A very interesting non-calculus mathematics book is ‘Problem-Solving Strategies’, by Arthur Engel. It gathers competition problems from over twenty national and international competitions of high school students.
The book is composed of 14 chapters. Each of these explains a particular mathematical concept, like the Extremal Principle, shows some exercises with solutions and then proposes some end-of-chapter exercises. The level of such exercises can vary from very simple to extremely difficult, so anyone can have fun with this book. Also, because it talks about non-calculus principles, there are very few requirements you need before reading it. Some of them are: basics of trigonometry, vectors, modular arithmetics.

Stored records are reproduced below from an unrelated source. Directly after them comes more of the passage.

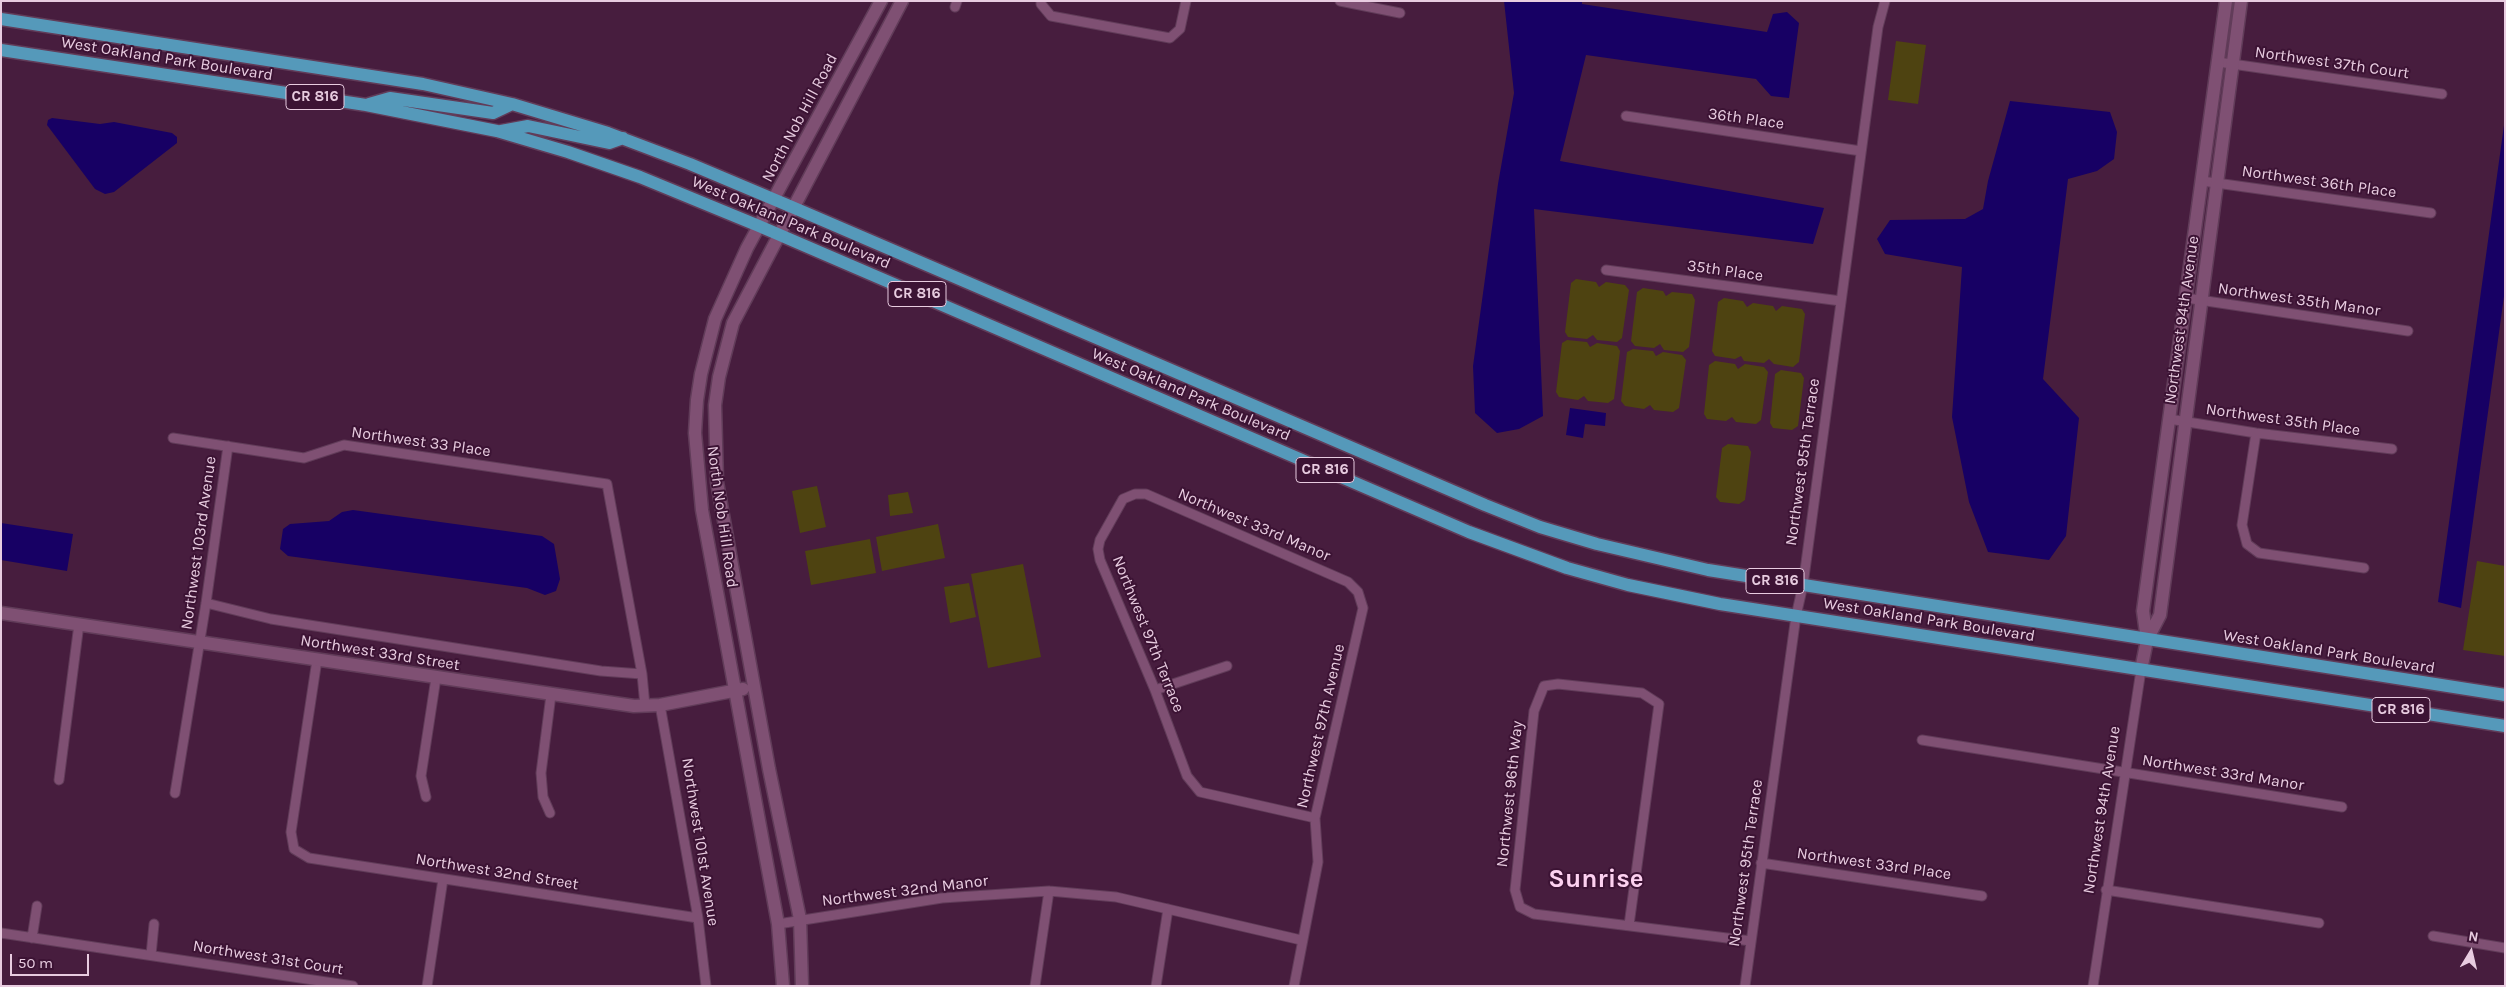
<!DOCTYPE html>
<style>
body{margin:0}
#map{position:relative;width:2506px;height:987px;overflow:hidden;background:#471d3e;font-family:Karla,sans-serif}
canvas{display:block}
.frame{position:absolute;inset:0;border:2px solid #e8cce0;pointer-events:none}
.north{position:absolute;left:2446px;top:927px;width:50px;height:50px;-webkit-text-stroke:4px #3c1334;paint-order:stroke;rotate:9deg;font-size:14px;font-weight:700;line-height:20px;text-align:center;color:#e8cce0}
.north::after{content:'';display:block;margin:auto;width:18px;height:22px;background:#e8cce0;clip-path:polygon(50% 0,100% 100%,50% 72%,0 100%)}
.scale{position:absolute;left:10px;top:954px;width:79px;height:22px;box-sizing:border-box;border:2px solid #e8cce0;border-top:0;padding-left:6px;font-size:15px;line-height:18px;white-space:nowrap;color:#e8cce0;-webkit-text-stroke:4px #3c1334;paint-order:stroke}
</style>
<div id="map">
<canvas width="2506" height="987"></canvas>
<div class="frame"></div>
<div class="north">N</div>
<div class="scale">50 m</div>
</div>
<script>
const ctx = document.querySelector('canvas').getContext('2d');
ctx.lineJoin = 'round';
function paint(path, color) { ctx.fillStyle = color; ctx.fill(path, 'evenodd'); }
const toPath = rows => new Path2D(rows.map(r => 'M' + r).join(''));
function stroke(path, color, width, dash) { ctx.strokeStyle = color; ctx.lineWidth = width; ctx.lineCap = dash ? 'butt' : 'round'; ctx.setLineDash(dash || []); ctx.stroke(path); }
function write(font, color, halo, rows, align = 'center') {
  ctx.font = font + ' Karla,sans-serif'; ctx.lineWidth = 4; ctx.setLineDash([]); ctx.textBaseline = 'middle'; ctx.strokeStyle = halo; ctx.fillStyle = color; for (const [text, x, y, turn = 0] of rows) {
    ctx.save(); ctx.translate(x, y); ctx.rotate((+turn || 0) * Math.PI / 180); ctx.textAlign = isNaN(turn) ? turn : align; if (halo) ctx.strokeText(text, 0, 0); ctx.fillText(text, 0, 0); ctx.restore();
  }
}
const green = toPath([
 [1896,41,1926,45,1918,104,1888,100],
 [1576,279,1596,282,1599,287,1606,282,1625,285,1629,290,1622,338,1617,342,1597,340,1593,335,1587,339,1568,337,1565,332,1571,283],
 [1643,288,1663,291,1666,296,1672,292,1692,294,1695,300,1689,347,1683,352,1664,350,1660,344,1654,348,1635,346,1631,341,1637,292],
 [1724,298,1743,301,1747,307,1753,303,1773,306,1776,311,1782,306,1802,309,1805,314,1799,362,1793,367,1774,364,1769,359,1764,363,1744,361,1741,356,1735,359,1715,356,1712,351,1718,302],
 [1567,340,1587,342,1590,347,1597,343,1617,346,1620,351,1614,399,1608,403,1588,401,1584,396,1578,400,1559,397,1556,392,1562,343],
 [1633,349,1653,351,1656,356,1663,352,1682,355,1686,360,1679,408,1673,412,1654,410,1650,405,1644,409,1625,406,1621,401,1627,352],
 [1715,361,1735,364,1738,369,1745,364,1764,367,1768,372,1761,420,1756,424,1736,422,1732,417,1726,421,1707,419,1704,414,1709,365],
 [1781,370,1801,373,1804,378,1798,426,1792,430,1773,428,1770,423,1775,374],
 [1728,444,1748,446,1751,452,1745,500,1739,504,1720,502,1716,497,1722,448],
 [817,486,826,527,800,533,792,491],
 [908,492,913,513,890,516,888,495],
 [938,524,945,558,882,571,876,537],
 [870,539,876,573,811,585,805,551],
 [2477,561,2505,566,2505,656,2463,650],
 [1023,564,1041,657,988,668,971,574],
 [969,583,976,617,950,623,944,587]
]);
const water = toPath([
 [1504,1,1582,1,1582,4,1767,32,1773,14,1787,12,1799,23,1789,98,1771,96,1756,79,1586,55,1560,161,1824,208,1813,244,1534,209,1543,416,1519,429,1497,433,1475,413,1473,366,1498,184,1514,93],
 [2010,101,2110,112,2117,132,2114,159,2097,171,2068,179,2043,379,2079,418,2066,536,2049,560,1988,552,1969,502,1952,417,1962,267,1885,254,1877,239,1890,220,1965,219,1983,209,1988,181],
 [52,118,100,124,114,122,172,133,177,137,177,143,114,192,105,194,95,189,47,125,48,120],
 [2505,118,2505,289,2461,608,2438,602],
 [1570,408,1606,413,1605,426,1585,424,1583,438,1566,435],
 [353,510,542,536,554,544,560,579,556,591,545,595,527,588,288,556,280,549,283,529,290,524,329,521,342,512],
 [1,523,73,534,67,571,1,560]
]);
const street = toPath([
 [1041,1,1041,4,1051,16,1170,38,1180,29,1186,1],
 [1340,1,1400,13],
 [955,7,957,1],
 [2218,62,2442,94],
 [1626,116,1861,151],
 [2202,181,2431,213],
 [1606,270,1841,301],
 [2186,298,2408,331],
 [2169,419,2256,433,2392,449],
 [2256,433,2242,525,2247,544,2259,553,2364,568],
 [173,438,304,458,344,445,607,484,642,674,645,706],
 [206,603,271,619,601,671,642,674],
 [317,660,291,832,294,849,309,858,698,918],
 [1155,690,1227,666],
 [660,705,698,918,706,986],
 [1922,740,2342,807],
 [59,780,79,624],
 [175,793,206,603,228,446],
 [426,797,421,776,436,678],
 [550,813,543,797,541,773,551,695],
 [1761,863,1982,896],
 [2106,890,2319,923],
 [778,924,942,898,1049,891,1116,897,1301,940],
 [1629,925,1659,704,1642,693,1558,684,1544,686,1534,711,1515,890,1520,907,1534,914,1751,941],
 [1,933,353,986],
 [2433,936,2505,948],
 [32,938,37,906],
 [151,955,154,924],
 [427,986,443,879],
 [1035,986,1049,891],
 [1156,986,1168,909],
 [1294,986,1318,862,1315,818,1363,608,1358,592,1348,582,1146,494,1135,494,1123,499,1100,540,1098,549,1100,560,1155,690,1187,776,1200,792,1315,818],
 [1745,986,1796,616,1803,585,1878,27,1885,1],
 [2093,986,2141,670]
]);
const secondary = toPath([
 [1,613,634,706,660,705,743,689],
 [2147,640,2143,611,2226,1],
 [2141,670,2147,640,2160,615,2241,1],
 [783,986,778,924,702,510,695,433,697,400,701,374,715,319,747,248,881,1],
 [802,986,800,919,769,769,717,482,715,405,719,377,733,323,902,1]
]);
const primary = toPath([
 [1,19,423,84,512,104,608,133,690,164,792,207,1485,505,1540,527,1597,544,1708,570,2505,695],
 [1,50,366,105,497,131,568,152,640,177,759,226,1469,532,1567,568,1628,585,1720,604,2505,726],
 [369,104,390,98,493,113,512,104],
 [501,131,528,126,609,143,623,138]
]);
const shields = [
 [315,97,58],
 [917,294,58],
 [1325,470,58],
 [1775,581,58],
 [2401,710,58]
];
const shieldNames = [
 ["CR 816",315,97],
 ["CR 816",917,294],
 ["CR 816",1325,470],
 ["CR 816",1775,581],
 ["CR 816",2401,710]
];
const streetNames = [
 ["West Oakland Park Boulevard",167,59,9],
 ["Northwest 37th Court",2332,63,8],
 ["North Nob Hill Road",800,118,-62],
 ["36th Place",1746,119,8],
 ["Northwest 36th Place",2319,182,8],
 ["West Oakland Park Boulevard",791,223,23],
 ["35th Place",1725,271,8],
 ["Northwest 35th Manor",2299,300,8],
 ["Northwest 94th Avenue",2182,320,-82],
 ["West Oakland Park Boulevard",1191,395,23],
 ["Northwest 35th Place",2283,420,8],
 ["Northwest 33 Place",421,442,8],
 ["Northwest 95th Terrace",1803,462,-82],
 ["North Nob Hill Road",722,517,82],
 ["Northwest 33rd Manor",1254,525,23],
 ["Northwest 103rd Avenue",199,543,-82],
 ["West Oakland Park Boulevard",1929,620,9],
 ["Northwest 97th Terrace",1148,634,68],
 ["West Oakland Park Boulevard",2329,652,9],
 ["Northwest 33rd Street",380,653,9],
 ["Northwest 97th Avenue",1321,726,-77],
 ["Northwest 33rd Manor",2223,773,9],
 ["Northwest 96th Way",1510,794,-84],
 ["Northwest 94th Avenue",2102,810,-81],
 ["Northwest 101st Avenue",700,842,81],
 ["Northwest 95th Terrace",1746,863,-82],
 ["Northwest 33rd Place",1874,864,8],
 ["Northwest 32nd Street",497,872,9],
 ["Northwest 32nd Manor",905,891,-7],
 ["Northwest 31st Court",268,958,9]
];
const townNames = [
 ["Sunrise",1596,880]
];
paint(green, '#4e4311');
paint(water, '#170064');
stroke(street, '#613c59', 11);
stroke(secondary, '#613c59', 15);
stroke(primary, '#613c59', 15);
stroke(street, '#7f5073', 9);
stroke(secondary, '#7f5073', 12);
stroke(primary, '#5599ba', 12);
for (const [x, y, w] of shields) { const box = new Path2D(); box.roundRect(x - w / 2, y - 12.5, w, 25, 4); ctx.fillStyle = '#3c1334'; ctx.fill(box); stroke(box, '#e8cce0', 1); }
write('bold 15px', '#e8cce0', null, shieldNames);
write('16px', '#e8cce0', '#3c1334', streetNames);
write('bold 26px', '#fdd1f0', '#3c1334', townNames);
</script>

Personally, I think this book really helped pave the way to develop my problem-solving skills. In fact, it features a lot of ingenious ideas behind very nice problems. Also, the solutions of the end-of-chapter exercises are very synthetic, so understanding them with so few lines of explanation is also a challenge, but once you get the gist of the problem you’ll never forget it.
My favourite problem is the Sylvester Problem (page 43), which states:
A finite set S of points in the plane has the property that any line through two of them passes through a third. Show that all points lie on a line.
Believe it or not, the proof is just 6 lines long, and it’s the most ingenious trick I’ve ever seen.
To sum up, I recommend this book to everyone who would like to gain a deep insight into the Mathematical Olympiads problems, but also to everyone who would like to explore fancy non-calculus techniques, as it’s essentially a complete book.